Set down, character for character, everything in the records below from the line holding "c.lineCap = dash ? 'butt' : 'round';" down to the line holding "[11,616,521,767,1021,921,1135,1001,11,1002]", and no other line.

## MATERIAL SHOWN
——
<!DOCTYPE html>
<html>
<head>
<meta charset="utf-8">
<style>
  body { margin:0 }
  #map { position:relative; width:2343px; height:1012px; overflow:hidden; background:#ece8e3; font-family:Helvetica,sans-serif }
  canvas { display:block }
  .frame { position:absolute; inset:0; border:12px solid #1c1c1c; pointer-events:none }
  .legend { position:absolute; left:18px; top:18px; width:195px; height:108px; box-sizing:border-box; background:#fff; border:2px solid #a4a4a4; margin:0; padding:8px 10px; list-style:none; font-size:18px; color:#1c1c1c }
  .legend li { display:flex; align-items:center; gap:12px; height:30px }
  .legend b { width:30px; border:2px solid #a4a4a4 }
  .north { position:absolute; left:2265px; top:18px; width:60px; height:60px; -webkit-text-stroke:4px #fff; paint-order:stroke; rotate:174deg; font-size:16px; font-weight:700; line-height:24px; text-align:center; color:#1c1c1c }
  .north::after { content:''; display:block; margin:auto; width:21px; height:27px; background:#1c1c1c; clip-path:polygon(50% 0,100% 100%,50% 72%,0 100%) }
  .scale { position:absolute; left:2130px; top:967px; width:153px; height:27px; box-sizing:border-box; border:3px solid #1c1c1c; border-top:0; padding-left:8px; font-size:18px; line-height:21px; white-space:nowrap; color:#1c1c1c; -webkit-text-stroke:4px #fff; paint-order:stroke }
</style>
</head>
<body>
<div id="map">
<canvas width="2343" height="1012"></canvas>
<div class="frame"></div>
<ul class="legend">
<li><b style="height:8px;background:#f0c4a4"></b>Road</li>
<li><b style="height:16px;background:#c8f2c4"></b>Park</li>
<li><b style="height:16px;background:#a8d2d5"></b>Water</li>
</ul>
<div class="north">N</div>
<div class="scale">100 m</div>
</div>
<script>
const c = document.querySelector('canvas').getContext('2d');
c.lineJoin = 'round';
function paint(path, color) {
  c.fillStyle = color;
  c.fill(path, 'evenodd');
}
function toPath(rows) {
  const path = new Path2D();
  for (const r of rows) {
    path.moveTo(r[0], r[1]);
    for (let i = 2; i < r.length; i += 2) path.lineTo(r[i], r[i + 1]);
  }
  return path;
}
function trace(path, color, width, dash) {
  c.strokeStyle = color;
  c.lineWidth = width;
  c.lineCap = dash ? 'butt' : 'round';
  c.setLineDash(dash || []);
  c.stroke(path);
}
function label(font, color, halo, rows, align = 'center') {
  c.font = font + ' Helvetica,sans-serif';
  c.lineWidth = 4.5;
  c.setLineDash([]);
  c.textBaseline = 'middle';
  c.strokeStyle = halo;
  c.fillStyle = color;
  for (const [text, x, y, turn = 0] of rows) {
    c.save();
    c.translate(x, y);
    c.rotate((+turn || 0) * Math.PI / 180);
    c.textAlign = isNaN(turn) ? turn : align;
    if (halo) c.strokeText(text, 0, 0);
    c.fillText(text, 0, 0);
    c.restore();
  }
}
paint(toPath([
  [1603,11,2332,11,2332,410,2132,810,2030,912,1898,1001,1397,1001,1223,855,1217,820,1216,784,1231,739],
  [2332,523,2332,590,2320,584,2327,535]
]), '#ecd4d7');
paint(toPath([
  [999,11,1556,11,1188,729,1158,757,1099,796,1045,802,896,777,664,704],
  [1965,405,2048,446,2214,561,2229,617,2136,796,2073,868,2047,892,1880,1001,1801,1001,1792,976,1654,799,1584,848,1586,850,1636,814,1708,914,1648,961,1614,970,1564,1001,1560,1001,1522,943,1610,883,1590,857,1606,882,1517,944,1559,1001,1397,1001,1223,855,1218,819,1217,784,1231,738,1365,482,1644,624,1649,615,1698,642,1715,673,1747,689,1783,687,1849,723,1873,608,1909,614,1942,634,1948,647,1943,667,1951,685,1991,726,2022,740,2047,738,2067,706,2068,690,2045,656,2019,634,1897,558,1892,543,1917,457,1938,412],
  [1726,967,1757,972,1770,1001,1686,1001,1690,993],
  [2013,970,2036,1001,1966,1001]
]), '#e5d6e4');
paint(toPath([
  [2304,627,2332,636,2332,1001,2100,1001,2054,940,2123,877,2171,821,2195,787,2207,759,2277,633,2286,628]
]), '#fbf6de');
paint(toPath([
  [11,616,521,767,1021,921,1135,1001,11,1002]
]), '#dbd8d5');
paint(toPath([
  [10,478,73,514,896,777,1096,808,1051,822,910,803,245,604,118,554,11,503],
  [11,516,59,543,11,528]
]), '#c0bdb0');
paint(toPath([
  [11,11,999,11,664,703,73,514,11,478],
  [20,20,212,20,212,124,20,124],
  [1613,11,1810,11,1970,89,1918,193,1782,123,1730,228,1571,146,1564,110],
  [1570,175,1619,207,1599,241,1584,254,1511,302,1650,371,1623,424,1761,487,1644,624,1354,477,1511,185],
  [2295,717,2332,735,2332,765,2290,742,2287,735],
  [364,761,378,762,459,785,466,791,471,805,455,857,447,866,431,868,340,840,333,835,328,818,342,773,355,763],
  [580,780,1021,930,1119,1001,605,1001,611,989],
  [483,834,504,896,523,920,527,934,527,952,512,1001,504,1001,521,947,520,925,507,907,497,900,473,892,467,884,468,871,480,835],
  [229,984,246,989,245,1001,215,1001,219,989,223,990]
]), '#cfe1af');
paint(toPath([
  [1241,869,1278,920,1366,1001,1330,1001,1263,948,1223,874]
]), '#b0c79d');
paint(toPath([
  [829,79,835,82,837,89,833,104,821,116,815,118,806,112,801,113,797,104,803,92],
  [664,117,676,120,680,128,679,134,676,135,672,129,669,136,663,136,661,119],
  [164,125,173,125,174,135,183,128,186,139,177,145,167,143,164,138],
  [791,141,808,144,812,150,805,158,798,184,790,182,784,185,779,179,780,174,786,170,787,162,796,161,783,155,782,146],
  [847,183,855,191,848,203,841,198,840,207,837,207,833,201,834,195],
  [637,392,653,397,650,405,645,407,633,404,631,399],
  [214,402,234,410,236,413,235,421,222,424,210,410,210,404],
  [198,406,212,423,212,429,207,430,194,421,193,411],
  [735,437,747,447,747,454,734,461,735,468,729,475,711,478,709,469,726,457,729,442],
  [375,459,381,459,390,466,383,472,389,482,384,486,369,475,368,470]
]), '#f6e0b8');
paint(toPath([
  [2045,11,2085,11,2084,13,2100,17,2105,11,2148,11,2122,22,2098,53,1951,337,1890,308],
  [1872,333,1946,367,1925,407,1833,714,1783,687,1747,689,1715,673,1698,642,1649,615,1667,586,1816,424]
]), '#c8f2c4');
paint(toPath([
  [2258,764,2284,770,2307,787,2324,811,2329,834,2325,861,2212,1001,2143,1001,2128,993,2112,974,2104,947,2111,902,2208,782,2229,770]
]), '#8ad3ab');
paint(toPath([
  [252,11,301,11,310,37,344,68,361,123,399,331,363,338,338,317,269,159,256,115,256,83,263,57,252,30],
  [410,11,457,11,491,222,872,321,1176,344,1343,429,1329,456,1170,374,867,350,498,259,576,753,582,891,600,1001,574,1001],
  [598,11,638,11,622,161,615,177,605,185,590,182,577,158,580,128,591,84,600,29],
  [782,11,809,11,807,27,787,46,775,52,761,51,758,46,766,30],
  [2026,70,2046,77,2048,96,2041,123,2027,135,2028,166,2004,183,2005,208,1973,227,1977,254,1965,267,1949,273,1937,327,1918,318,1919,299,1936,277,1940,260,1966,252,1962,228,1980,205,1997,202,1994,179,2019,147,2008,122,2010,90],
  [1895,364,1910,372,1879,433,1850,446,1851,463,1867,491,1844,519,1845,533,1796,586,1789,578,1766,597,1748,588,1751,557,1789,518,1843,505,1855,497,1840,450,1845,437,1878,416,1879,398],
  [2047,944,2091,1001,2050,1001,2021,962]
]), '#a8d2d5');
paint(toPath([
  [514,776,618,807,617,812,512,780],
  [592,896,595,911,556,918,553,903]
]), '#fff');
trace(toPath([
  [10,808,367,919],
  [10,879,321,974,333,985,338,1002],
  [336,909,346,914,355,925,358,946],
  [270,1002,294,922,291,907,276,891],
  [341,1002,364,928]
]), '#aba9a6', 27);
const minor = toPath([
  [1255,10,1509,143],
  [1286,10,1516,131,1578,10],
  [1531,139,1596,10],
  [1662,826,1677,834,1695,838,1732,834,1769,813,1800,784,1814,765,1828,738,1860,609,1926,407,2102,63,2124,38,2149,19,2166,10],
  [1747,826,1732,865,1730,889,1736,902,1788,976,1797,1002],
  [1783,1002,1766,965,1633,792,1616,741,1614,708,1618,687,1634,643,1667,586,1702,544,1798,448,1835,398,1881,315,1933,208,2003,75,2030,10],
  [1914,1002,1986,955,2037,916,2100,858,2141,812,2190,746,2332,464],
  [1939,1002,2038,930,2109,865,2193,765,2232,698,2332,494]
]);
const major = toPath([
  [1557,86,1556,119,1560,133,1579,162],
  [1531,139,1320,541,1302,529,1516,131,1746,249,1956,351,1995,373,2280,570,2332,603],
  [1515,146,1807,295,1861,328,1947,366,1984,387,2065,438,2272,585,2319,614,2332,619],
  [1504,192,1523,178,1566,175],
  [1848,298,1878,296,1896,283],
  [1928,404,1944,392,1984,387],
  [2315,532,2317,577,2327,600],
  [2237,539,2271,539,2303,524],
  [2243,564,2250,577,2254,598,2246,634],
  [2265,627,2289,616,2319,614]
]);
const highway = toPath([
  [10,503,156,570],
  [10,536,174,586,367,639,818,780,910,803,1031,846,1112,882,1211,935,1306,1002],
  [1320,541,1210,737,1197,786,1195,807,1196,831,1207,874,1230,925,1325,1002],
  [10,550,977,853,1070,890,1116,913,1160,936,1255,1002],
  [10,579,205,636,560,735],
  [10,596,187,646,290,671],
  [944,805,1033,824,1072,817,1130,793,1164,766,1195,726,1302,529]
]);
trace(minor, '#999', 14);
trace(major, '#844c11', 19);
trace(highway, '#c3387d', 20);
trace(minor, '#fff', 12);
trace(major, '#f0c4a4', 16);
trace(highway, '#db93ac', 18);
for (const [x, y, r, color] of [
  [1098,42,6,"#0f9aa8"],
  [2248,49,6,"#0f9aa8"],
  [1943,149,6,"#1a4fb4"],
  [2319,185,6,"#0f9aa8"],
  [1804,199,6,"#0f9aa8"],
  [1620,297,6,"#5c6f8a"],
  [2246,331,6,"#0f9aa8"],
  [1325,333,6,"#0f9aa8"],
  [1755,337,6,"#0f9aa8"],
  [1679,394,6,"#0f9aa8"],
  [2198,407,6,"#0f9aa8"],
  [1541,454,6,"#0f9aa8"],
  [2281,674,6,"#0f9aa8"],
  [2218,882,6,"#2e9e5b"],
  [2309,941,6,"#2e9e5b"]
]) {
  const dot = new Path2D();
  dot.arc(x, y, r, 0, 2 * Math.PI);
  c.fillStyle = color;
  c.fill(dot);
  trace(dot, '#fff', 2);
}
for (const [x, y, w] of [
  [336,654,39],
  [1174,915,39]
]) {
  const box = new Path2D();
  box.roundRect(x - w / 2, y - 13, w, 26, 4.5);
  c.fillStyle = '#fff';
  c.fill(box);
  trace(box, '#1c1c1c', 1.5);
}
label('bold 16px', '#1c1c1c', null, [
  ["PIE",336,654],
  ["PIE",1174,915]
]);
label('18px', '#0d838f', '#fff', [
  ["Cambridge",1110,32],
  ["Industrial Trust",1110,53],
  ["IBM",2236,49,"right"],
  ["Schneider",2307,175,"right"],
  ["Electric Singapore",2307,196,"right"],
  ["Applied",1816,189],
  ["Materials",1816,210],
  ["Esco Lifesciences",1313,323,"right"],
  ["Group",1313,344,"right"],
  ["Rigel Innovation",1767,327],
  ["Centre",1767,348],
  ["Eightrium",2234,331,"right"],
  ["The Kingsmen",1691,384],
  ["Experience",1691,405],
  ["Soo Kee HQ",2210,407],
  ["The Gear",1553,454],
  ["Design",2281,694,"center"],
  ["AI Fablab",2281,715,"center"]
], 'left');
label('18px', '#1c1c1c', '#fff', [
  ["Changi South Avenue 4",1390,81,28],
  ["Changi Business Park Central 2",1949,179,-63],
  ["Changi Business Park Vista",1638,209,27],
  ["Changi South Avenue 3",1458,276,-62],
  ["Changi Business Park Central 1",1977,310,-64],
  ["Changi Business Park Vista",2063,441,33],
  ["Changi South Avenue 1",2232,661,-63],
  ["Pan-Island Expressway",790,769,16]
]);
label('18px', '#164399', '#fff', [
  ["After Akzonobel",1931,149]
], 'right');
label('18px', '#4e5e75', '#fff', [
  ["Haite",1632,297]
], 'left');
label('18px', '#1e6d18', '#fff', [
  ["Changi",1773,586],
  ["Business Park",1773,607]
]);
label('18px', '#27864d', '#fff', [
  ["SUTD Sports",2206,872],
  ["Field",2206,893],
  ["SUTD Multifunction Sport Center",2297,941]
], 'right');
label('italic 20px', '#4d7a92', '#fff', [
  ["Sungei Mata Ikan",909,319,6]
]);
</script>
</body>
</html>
——
## TASK OUTPUT
  c.lineCap = dash ? 'butt' : 'round';
  c.setLineDash(dash || []);
  c.stroke(path);
}
function label(font, color, halo, rows, align = 'center') {
  c.font = font + ' Helvetica,sans-serif';
  c.lineWidth = 4.5;
  c.setLineDash([]);
  c.textBaseline = 'middle';
  c.strokeStyle = halo;
  c.fillStyle = color;
  for (const [text, x, y, turn = 0] of rows) {
    c.save();
    c.translate(x, y);
    c.rotate((+turn || 0) * Math.PI / 180);
    c.textAlign = isNaN(turn) ? turn : align;
    if (halo) c.strokeText(text, 0, 0);
    c.fillText(text, 0, 0);
    c.restore();
  }
}
paint(toPath([
  [1603,11,2332,11,2332,410,2132,810,2030,912,1898,1001,1397,1001,1223,855,1217,820,1216,784,1231,739],
  [2332,523,2332,590,2320,584,2327,535]
]), '#ecd4d7');
paint(toPath([
  [999,11,1556,11,1188,729,1158,757,1099,796,1045,802,896,777,664,704],
  [1965,405,2048,446,2214,561,2229,617,2136,796,2073,868,2047,892,1880,1001,1801,1001,1792,976,1654,799,1584,848,1586,850,1636,814,1708,914,1648,961,1614,970,1564,1001,1560,1001,1522,943,1610,883,1590,857,1606,882,1517,944,1559,1001,1397,1001,1223,855,1218,819,1217,784,1231,738,1365,482,1644,624,1649,615,1698,642,1715,673,1747,689,1783,687,1849,723,1873,608,1909,614,1942,634,1948,647,1943,667,1951,685,1991,726,2022,740,2047,738,2067,706,2068,690,2045,656,2019,634,1897,558,1892,543,1917,457,1938,412],
  [1726,967,1757,972,1770,1001,1686,1001,1690,993],
  [2013,970,2036,1001,1966,1001]
]), '#e5d6e4');
paint(toPath([
  [2304,627,2332,636,2332,1001,2100,1001,2054,940,2123,877,2171,821,2195,787,2207,759,2277,633,2286,628]
]), '#fbf6de');
paint(toPath([
  [11,616,521,767,1021,921,1135,1001,11,1002]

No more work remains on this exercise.